PNL´s performance has been pretty disappointing - but I think this journey is coming to a positive end now! And who knows - a M&A banker at the top might know, who would be a buyer? I always thought, that Alliance Resources Partner are the natural buyer of this asset - but given their strong emphasis on dividends, I assume, that they are only interested in producing assets. Well - we are almost there! Worth having another look, I am sure…or averaging down!
Breaker - Tom Sanders was granted 3 mill Options, exercisable at 46ct. Some people might not like this - but Tom has supported his company through thick and thin, even putting another 500.000$ into the last placement, and working for a very modest salary for years- so I am happy with this modest grant of options - even though it might not have been terribly smart - in the end, Tom is more than motivated to make this a success ( he owns 22 mill fully paid shares , even prior to this announcement ).

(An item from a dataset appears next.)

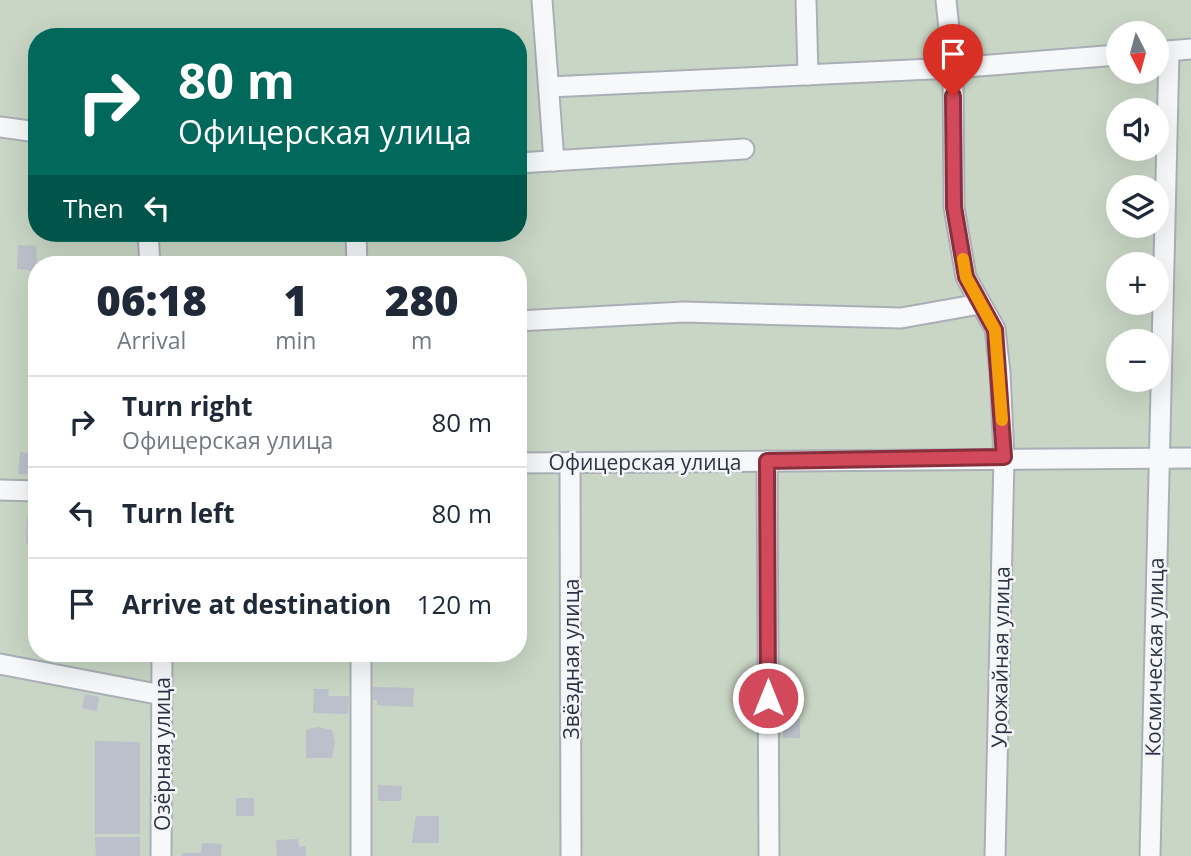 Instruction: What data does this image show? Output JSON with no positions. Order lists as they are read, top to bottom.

Antipa - stock well quite heavily today, following an update of exploration within the RIO JV. RIO have not done all that much - taken into account their 11 mill$ spending so far ! - showing us again 1. that large companies are very expensive exploreres and 2. sometimes have a different agenda than the junior JV partner! I hope, that we will get some indication soon, that RIO will spend some more money, and sensibly so, as they are not obliged to do so. I guess the big boy is very much concentrating efforts on their 100%-owned ground, and unless the ercent AEM survey does give them a strong hint of something, they might well continue to do so!